##### DATA EXTRACTS
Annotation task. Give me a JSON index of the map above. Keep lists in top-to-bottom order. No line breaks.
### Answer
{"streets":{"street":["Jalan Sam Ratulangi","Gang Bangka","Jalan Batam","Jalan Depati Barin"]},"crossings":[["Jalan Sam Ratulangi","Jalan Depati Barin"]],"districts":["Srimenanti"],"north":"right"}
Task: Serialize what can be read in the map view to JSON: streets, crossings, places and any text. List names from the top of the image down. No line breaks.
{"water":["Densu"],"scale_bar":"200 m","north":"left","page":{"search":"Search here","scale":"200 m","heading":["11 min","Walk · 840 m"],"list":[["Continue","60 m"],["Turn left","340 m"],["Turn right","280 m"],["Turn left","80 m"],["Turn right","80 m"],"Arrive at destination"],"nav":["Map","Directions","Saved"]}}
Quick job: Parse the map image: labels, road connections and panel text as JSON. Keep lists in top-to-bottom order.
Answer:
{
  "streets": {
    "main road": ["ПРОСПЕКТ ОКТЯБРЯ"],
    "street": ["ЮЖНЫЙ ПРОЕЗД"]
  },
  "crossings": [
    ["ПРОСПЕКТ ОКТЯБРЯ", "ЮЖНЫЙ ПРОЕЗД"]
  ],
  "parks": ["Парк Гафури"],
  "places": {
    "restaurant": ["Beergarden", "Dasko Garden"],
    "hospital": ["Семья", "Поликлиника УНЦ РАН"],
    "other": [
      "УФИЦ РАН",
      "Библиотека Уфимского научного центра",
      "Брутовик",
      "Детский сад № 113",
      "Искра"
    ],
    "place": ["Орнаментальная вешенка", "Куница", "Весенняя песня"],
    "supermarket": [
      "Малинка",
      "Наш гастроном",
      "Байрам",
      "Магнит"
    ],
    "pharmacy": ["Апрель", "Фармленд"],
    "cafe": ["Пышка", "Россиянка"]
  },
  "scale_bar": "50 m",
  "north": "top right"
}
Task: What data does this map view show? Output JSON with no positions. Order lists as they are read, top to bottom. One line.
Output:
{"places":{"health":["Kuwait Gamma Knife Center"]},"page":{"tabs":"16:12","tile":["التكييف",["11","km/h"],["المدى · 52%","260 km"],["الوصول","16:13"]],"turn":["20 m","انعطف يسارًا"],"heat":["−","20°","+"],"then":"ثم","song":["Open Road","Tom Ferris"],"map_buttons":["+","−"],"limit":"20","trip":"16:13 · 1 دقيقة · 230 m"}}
##########
An exact copy of every record above is needed. Write it out word for word.

● **RESULT OF THIS TASK**:
Annotation task. Give me a JSON index of the map above. Keep lists in top-to-bottom order. No line breaks.
### Answer
{"streets":{"street":["Jalan Sam Ratulangi","Gang Bangka","Jalan Batam","Jalan Depati Barin"]},"crossings":[["Jalan Sam Ratulangi","Jalan Depati Barin"]],"districts":["Srimenanti"],"north":"right"}
Task: Serialize what can be read in the map view to JSON: streets, crossings, places and any text. List names from the top of the image down. No line breaks.
{"water":["Densu"],"scale_bar":"200 m","north":"left","page":{"search":"Search here","scale":"200 m","heading":["11 min","Walk · 840 m"],"list":[["Continue","60 m"],["Turn left","340 m"],["Turn right","280 m"],["Turn left","80 m"],["Turn right","80 m"],"Arrive at destination"],"nav":["Map","Directions","Saved"]}}
Quick job: Parse the map image: labels, road connections and panel text as JSON. Keep lists in top-to-bottom order.
Answer:
{
  "streets": {
    "main road": ["ПРОСПЕКТ ОКТЯБРЯ"],
    "street": ["ЮЖНЫЙ ПРОЕЗД"]
  },
  "crossings": [
    ["ПРОСПЕКТ ОКТЯБРЯ", "ЮЖНЫЙ ПРОЕЗД"]
  ],
  "parks": ["Парк Гафури"],
  "places": {
    "restaurant": ["Beergarden", "Dasko Garden"],
    "hospital": ["Семья", "Поликлиника УНЦ РАН"],
    "other": [
      "УФИЦ РАН",
      "Библиотека Уфимского научного центра",
      "Брутовик",
      "Детский сад № 113",
      "Искра"
    ],
    "place": ["Орнаментальная вешенка", "Куница", "Весенняя песня"],
    "supermarket": [
      "Малинка",
      "Наш гастроном",
      "Байрам",
      "Магнит"
    ],
    "pharmacy": ["Апрель", "Фармленд"],
    "cafe": ["Пышка", "Россиянка"]
  },
  "scale_bar": "50 m",
  "north": "top right"
}
Task: What data does this map view show? Output JSON with no positions. Order lists as they are read, top to bottom. One line.
Output:
{"places":{"health":["Kuwait Gamma Knife Center"]},"page":{"tabs":"16:12","tile":["التكييف",["11","km/h"],["المدى · 52%","260 km"],["الوصول","16:13"]],"turn":["20 m","انعطف يسارًا"],"heat":["−","20°","+"],"then":"ثم","song":["Open Road","Tom Ferris"],"map_buttons":["+","−"],"limit":"20","trip":"16:13 · 1 دقيقة · 230 m"}}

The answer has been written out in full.